Description of the task:
Check every line of the entries that follow, and copy the ones containing "service".

(Extracted data entries)
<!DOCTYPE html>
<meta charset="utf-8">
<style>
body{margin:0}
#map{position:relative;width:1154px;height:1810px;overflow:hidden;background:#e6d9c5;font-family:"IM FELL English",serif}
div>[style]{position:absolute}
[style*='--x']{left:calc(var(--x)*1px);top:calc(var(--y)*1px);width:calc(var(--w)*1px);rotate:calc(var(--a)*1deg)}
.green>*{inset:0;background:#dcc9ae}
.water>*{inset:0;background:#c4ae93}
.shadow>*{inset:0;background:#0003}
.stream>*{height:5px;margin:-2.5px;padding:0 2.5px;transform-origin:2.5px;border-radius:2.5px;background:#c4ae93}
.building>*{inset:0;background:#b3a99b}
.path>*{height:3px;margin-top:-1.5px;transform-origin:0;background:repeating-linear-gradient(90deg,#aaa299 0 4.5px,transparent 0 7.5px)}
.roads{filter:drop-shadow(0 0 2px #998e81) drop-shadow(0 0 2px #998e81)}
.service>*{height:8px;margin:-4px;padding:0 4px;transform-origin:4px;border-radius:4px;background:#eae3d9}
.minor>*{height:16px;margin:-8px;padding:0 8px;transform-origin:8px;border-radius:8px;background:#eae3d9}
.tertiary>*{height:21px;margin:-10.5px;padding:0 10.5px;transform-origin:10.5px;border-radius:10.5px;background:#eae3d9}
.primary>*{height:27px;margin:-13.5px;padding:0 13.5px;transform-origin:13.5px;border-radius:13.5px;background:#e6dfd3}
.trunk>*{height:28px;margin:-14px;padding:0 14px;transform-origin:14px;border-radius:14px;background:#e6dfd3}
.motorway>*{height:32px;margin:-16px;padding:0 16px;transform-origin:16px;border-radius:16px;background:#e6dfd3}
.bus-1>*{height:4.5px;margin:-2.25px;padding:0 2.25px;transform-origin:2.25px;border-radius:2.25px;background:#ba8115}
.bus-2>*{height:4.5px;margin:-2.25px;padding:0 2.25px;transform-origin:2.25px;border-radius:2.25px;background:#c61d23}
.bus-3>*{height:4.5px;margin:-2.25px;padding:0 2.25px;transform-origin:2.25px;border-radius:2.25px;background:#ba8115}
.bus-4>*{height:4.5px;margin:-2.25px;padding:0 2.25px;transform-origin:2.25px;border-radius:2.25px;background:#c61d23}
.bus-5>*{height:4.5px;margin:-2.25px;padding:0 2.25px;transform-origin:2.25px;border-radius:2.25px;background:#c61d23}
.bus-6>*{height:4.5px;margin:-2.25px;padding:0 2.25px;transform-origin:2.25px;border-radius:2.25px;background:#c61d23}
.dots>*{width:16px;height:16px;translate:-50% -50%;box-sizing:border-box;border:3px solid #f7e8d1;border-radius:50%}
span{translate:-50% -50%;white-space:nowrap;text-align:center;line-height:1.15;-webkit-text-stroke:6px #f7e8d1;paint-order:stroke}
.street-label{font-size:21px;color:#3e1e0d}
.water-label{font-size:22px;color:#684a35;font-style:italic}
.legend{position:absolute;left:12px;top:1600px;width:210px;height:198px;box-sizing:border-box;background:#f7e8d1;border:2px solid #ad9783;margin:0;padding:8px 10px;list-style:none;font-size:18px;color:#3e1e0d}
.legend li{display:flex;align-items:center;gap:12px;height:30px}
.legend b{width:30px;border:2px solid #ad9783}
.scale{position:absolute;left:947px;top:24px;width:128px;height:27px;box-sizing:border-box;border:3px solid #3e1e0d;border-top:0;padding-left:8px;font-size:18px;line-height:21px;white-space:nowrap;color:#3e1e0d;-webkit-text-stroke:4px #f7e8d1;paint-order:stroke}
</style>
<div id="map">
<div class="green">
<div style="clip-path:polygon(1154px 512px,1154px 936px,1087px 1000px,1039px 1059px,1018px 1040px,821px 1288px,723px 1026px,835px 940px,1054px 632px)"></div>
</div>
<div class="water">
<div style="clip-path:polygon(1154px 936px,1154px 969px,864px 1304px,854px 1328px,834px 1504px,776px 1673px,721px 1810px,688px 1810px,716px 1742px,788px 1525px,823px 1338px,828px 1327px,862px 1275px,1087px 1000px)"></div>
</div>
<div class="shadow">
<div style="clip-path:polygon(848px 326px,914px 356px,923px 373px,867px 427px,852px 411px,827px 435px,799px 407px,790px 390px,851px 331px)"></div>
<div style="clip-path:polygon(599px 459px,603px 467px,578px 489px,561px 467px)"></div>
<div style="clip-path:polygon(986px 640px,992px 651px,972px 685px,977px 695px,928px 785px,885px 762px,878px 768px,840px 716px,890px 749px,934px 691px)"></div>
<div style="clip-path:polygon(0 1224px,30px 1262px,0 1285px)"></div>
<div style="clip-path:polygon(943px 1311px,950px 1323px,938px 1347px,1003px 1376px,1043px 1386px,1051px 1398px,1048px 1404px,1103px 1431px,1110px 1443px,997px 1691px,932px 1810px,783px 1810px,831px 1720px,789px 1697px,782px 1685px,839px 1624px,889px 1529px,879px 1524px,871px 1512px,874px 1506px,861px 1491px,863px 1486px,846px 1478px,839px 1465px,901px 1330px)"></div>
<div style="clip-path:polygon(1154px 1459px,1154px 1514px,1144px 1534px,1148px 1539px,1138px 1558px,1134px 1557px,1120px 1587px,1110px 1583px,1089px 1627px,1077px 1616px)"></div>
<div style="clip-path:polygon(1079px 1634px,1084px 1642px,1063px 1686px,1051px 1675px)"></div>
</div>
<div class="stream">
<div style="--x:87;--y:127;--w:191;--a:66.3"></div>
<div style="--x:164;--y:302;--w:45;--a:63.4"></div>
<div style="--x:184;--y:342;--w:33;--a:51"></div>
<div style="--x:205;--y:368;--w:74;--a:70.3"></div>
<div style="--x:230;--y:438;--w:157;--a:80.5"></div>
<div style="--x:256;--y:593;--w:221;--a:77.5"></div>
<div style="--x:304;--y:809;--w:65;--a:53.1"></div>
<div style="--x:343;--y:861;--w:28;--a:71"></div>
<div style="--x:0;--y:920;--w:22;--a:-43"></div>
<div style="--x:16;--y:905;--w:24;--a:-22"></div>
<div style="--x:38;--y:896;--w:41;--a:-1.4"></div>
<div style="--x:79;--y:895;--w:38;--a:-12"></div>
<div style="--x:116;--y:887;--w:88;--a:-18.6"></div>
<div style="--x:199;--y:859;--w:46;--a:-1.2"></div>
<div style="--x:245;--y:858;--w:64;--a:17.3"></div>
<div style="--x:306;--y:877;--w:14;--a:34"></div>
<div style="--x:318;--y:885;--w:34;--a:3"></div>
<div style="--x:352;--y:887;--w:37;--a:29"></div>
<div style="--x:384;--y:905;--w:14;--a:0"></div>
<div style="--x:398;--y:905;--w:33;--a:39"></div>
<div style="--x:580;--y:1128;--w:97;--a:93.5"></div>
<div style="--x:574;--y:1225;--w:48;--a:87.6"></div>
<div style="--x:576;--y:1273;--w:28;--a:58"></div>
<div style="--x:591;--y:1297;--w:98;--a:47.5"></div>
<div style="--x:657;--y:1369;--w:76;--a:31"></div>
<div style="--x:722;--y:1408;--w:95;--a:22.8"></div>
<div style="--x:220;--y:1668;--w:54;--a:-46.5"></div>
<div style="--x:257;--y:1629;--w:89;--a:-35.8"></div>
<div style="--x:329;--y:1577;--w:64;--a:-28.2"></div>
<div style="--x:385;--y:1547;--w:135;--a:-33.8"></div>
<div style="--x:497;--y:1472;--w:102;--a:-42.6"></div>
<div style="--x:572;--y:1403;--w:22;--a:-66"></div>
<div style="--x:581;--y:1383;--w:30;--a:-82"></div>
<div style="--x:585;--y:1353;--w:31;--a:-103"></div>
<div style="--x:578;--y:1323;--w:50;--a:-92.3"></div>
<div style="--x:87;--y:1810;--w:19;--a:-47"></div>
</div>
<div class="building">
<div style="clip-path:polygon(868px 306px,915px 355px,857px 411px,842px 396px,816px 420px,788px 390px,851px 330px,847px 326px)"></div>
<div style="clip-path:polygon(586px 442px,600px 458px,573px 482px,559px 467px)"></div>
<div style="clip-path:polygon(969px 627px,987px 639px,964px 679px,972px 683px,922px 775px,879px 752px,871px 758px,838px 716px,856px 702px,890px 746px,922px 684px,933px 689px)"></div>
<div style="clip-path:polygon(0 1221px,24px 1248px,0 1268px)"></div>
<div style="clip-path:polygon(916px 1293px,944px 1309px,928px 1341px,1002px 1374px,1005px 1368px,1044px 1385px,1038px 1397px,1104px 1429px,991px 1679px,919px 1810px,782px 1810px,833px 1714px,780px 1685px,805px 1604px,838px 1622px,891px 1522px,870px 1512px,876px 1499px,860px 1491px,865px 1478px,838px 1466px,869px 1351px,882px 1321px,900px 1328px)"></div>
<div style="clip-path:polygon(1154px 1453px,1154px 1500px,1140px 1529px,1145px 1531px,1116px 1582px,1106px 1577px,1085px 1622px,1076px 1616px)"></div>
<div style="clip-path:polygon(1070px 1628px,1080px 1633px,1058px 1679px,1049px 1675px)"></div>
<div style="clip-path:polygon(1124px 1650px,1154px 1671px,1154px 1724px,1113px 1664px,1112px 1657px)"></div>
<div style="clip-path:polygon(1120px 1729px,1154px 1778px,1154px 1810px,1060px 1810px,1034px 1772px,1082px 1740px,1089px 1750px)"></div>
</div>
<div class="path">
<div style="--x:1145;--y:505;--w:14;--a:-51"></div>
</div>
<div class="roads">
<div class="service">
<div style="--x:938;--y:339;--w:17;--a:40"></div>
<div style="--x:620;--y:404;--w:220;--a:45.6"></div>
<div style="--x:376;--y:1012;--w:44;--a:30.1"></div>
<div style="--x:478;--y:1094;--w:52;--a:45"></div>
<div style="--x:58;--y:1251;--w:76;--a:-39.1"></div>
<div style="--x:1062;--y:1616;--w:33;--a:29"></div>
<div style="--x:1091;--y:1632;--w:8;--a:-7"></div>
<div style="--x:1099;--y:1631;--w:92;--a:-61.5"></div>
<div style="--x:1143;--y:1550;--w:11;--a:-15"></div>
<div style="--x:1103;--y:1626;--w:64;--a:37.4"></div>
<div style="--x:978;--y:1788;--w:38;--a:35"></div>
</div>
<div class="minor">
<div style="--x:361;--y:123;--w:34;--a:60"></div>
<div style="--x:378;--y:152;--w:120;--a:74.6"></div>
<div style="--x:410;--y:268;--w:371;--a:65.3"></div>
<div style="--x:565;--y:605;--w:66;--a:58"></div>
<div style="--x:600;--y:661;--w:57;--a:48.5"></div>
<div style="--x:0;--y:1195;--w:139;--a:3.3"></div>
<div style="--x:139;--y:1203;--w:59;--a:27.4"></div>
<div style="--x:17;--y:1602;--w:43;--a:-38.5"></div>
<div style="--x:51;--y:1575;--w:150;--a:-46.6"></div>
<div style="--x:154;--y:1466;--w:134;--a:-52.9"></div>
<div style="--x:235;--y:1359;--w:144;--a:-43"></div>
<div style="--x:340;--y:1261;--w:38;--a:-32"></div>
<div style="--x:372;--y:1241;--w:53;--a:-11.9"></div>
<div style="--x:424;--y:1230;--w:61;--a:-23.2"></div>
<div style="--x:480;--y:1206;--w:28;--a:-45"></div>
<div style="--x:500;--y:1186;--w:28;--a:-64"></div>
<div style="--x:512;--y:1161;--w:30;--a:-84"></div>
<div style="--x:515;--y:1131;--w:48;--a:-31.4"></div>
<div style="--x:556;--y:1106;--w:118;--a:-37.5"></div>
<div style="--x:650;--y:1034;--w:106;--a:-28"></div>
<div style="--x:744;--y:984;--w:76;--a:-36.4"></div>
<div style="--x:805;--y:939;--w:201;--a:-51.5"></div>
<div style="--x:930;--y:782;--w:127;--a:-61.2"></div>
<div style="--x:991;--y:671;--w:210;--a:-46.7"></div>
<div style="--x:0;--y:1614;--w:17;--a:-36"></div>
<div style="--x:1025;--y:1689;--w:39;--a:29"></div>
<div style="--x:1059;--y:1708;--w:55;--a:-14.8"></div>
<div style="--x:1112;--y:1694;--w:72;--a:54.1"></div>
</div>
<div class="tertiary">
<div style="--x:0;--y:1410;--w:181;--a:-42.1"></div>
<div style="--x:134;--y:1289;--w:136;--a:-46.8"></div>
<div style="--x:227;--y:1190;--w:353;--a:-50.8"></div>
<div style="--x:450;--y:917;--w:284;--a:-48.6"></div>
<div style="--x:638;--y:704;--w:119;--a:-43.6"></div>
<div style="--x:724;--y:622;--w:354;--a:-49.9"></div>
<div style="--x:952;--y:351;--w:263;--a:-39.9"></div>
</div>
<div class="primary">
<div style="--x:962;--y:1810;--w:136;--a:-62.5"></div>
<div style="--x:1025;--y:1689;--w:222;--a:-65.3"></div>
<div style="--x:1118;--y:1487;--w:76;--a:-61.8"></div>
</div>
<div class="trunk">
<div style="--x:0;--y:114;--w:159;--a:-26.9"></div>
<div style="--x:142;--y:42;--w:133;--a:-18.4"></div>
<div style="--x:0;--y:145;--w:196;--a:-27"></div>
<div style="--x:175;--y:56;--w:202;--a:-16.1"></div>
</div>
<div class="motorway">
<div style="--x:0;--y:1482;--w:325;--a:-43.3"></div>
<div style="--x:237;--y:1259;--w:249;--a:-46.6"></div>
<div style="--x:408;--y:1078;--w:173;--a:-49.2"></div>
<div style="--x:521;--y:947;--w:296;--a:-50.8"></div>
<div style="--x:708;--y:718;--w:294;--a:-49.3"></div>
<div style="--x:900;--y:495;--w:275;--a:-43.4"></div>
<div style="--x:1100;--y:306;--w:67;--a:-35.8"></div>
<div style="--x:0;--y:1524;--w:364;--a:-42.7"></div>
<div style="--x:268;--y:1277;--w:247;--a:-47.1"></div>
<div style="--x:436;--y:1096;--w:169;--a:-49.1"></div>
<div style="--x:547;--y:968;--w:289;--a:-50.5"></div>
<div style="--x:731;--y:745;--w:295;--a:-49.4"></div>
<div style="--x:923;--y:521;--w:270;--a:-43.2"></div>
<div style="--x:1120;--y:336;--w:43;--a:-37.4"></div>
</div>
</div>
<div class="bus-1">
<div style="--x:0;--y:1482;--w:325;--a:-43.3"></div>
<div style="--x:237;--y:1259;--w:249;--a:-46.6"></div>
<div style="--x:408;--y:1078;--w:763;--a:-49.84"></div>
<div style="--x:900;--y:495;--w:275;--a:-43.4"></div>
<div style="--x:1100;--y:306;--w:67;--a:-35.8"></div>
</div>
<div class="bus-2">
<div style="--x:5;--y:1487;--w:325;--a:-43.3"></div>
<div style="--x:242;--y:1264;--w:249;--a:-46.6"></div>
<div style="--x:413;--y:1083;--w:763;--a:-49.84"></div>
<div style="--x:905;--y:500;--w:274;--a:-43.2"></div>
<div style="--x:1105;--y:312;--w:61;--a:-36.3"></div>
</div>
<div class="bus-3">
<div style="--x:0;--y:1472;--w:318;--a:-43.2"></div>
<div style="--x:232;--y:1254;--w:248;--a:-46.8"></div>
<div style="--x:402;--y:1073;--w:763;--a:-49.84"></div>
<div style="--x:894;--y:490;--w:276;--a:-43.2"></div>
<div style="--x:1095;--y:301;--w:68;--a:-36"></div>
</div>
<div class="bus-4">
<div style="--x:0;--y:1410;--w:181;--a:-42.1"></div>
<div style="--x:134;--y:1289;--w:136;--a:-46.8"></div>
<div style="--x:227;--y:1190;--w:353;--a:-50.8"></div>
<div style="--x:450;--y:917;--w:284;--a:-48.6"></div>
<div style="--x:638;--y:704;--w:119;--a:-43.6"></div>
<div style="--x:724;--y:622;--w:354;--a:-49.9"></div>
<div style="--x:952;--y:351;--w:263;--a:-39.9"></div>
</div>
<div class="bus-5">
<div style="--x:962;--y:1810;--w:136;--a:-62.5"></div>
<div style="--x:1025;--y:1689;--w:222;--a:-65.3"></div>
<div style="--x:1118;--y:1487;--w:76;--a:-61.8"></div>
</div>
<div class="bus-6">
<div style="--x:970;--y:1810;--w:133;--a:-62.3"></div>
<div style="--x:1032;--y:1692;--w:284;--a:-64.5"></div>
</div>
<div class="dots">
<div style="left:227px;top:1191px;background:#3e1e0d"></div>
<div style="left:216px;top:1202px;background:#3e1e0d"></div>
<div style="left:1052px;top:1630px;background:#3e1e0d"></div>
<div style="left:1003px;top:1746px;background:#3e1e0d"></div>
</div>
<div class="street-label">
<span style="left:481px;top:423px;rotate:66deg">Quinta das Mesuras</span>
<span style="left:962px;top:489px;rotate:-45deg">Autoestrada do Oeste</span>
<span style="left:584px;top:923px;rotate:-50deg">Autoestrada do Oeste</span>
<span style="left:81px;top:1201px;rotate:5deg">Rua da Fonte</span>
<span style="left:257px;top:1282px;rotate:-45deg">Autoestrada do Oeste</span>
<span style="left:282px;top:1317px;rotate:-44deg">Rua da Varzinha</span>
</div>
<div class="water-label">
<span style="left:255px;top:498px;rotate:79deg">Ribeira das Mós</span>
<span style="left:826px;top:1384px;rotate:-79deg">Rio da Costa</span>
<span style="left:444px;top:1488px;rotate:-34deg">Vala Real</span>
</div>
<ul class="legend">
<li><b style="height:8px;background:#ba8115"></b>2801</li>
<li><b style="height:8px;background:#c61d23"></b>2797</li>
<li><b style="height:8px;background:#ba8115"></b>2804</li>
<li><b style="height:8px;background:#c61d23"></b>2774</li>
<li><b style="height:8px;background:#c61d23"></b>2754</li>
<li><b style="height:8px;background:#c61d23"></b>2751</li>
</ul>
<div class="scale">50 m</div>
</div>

Answer space:
.service>*{height:8px;margin:-4px;padding:0 4px;transform-origin:4px;border-radius:4px;background:#eae3d9}
<div class="service">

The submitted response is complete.